### ABOUT THIS TASK
Below are records; copy every line among them that contains the word "speed".

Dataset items
★ ★ ★ ★ ★
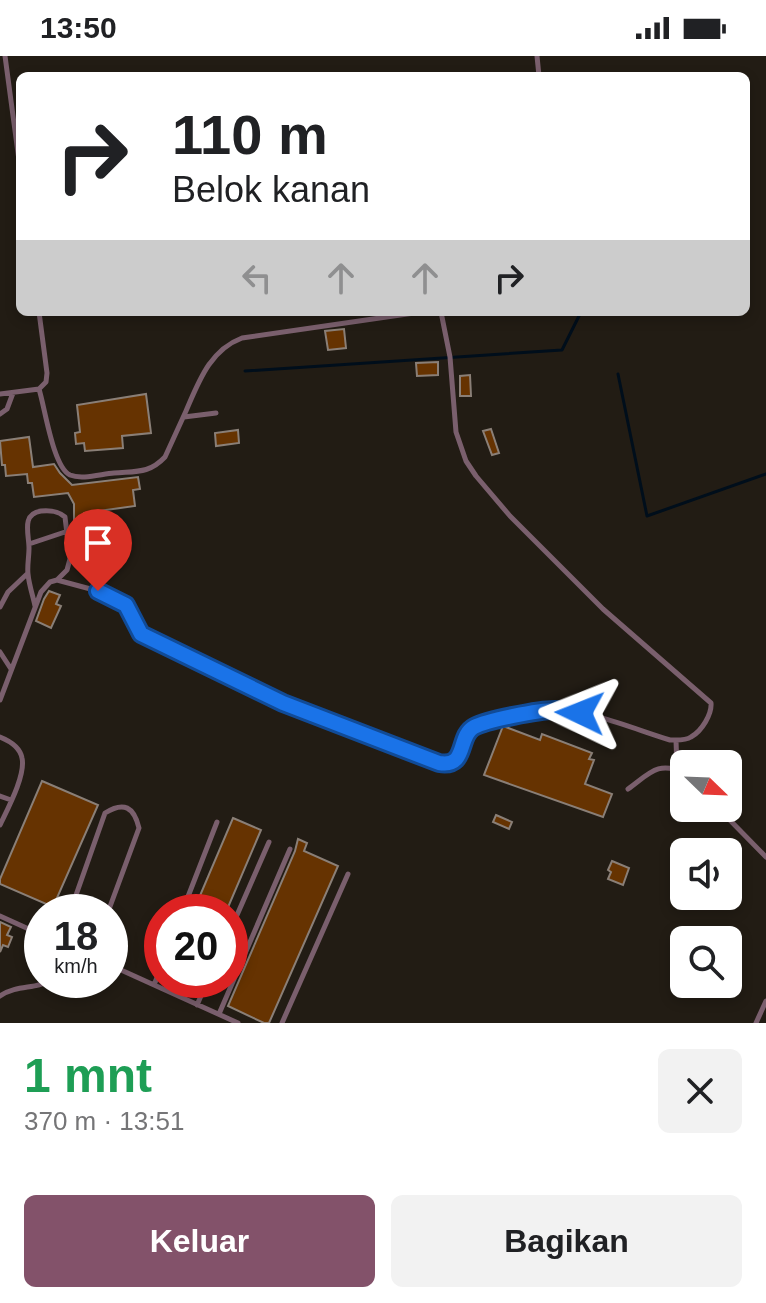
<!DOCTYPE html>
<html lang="id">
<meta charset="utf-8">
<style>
:root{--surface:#fff;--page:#f2f2f2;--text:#202124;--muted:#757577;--accent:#83526a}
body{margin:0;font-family:Arial,sans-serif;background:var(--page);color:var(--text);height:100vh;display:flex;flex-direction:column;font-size:30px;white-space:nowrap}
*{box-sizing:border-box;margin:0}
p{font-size:26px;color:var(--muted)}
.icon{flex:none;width:44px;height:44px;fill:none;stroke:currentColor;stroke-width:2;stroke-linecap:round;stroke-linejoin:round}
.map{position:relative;height:967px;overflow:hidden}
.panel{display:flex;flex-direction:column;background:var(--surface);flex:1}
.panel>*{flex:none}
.top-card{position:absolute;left:16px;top:16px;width:734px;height:244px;border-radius:12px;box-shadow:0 4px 12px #0003;background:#fff;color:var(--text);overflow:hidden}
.needle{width:52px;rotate:113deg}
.controls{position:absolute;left:670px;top:694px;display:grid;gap:16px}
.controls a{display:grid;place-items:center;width:72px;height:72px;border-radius:12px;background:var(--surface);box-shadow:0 4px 12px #0003;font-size:40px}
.speed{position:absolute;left:24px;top:838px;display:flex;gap:16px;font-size:40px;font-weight:700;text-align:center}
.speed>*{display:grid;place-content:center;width:104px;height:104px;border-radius:50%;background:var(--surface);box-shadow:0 4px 12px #0003;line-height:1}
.speed small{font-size:20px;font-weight:400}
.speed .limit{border:12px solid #d22;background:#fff;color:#111}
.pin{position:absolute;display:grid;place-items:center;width:68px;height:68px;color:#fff;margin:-82px -34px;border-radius:50% 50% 50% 0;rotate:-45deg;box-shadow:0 0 8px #0007}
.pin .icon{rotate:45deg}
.me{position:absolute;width:88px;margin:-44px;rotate:272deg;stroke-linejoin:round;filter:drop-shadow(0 0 6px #0008)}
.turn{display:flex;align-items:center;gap:28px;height:168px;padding:0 24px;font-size:36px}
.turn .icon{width:104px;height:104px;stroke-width:2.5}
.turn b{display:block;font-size:56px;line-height:68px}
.lanes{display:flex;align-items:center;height:76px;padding:0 24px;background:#0003;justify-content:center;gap:40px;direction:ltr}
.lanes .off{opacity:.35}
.round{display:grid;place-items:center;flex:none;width:84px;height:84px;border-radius:12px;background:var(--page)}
.headline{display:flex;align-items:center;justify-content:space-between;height:136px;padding:0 24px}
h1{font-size:48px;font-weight:800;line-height:60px;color:#1e9e55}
.button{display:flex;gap:16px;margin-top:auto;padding:16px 24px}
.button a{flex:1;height:92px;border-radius:12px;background:var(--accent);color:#fff;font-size:32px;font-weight:800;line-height:92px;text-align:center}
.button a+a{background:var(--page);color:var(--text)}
.status{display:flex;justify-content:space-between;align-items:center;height:56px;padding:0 40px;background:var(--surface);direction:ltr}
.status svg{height:22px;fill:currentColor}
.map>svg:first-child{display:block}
</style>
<div class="status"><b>13:50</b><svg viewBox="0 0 49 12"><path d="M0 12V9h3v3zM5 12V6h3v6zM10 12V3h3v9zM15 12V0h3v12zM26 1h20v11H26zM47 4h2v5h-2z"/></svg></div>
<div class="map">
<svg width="766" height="967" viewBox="0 0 766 967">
<rect width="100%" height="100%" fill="#221c14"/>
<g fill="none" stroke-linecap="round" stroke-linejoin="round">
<path stroke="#000e1b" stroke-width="3" d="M245,315L562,294L581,256
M618,318L647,460L766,418"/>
</g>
<path fill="#663301" stroke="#8a7f77" stroke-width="2" d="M344,273L346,292L328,294L325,275Z
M438,306V319L417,320L416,307Z
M470,319L471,340H460V320Z
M146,338L151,377L122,380L123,392L85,395L84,387L76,388L75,377L80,376L77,349Z
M491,373L499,397L492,399L483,375Z
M238,374L239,387L216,390L215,377Z
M29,381L33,411L54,408L60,417L72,429L138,421L140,433L133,434L135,450L84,457V480H74V448L68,437L34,441L32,427H28L27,418L6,420L5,409H2L0,385Z
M49,535L60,539L56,548L61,550L51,572L36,565L44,543Z
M503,670L540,684L542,678L592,697L589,703L594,704L585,728L612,738L603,761L484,719Z
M42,725L98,749L53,851L0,828V823Z
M496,759L512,766L509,773L493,766Z
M233,762L261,774L226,856H193Z
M298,783L307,787L304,795L338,810L269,967H264L228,950L295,795Z
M612,805L629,812L623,829L608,823L611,816L608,814Z
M0,866L11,871L7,879L12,881L8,891L3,889L0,896Z"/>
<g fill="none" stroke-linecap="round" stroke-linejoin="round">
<path stroke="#7a5f6d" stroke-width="5" d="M5,0L20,112
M537,0L539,20
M39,333C45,352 53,411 70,419C82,424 101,418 114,417C136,415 149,418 165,401C172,386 179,370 186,355C199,325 210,294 242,282L421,256
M0,338L39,333L46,326L47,317L39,256
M0,358L7,353L13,337
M184,361L216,357
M29,488L68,475
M57,524L98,535L116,543L126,549L141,578L283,647L439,707C468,712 456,681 473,672C476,670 481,669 485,668C506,662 535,653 557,654C595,656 634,673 670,684C677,684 685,685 691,681C702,675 712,658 711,647L603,553L510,460L476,420L466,405L456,376L450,301L441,256
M0,551L8,536L27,518
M0,596L11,613
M0,644L41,536L50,526L57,524L67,514L70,503L65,461C58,455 51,454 41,455C21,458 29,478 29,492C29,501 27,510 28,518C29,529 33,540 35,550
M0,681C10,685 20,691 22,702C26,719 7,754 0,769
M676,684L677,714
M628,733C649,718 658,704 684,717
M0,740L11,744
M718,752L766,801
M70,856L105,757C124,745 134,751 139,772L108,856
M182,856L217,766
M0,860L42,879
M230,875L269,786
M110,909L238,967
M154,929L162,909
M0,940C18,928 36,934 50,924
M197,949L208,924
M219,958L290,793
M282,967L348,818
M756,967L766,945"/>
</g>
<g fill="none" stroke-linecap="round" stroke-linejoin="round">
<defs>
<path id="route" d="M98,535L126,549L141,578L283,647L439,707C468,712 457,680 474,671C487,664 539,654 555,654C563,654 572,656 580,657"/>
</defs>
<use href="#route" stroke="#114b97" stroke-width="20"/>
<use href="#route" stroke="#1a73e8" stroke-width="14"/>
</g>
</svg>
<div class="controls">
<a><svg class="needle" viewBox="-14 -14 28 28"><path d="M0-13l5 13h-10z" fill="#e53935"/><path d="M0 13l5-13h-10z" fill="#757577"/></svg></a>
<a><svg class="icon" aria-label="sound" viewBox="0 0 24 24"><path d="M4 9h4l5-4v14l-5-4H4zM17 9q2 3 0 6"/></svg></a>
<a><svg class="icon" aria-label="search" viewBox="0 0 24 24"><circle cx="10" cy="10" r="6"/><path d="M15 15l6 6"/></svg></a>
</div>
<div class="speed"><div>18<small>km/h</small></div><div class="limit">20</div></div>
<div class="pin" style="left:98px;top:535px;background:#d93025"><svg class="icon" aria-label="arrive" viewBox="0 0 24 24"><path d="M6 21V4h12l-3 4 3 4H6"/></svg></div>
<svg class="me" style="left:580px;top:657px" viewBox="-20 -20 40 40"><path d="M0-17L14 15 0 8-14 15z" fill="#1a73e8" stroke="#fff" stroke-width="4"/></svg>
<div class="top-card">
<div class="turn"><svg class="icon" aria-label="right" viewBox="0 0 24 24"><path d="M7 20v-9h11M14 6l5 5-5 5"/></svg><div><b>110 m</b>Belok kanan</div></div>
<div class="lanes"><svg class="icon off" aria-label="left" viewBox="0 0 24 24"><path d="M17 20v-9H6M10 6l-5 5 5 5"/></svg><svg class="icon off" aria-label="ahead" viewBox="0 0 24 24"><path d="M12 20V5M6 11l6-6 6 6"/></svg><svg class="icon off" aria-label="ahead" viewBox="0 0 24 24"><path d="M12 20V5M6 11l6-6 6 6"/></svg><svg class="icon" aria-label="right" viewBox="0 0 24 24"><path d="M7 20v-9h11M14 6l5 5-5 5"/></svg></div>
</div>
</div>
<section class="panel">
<div class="headline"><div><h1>1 mnt</h1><p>370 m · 13:51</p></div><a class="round"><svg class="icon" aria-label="close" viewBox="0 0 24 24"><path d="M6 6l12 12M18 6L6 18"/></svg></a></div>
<div class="button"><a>Keluar</a><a>Bagikan</a></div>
</section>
★ ★ ★ ★ ★
### EXPECTED OUTPUT
.speed{position:absolute;left:24px;top:838px;display:flex;gap:16px;font-size:40px;font-weight:700;text-align:center}
.speed>*{display:grid;place-content:center;width:104px;height:104px;border-radius:50%;background:var(--surface);box-shadow:0 4px 12px #0003;line-height:1}
.speed small{font-size:20px;font-weight:400}
.speed .limit{border:12px solid #d22;background:#fff;color:#111}
<div class="speed"><div>18<small>km/h</small></div><div class="limit">20</div></div>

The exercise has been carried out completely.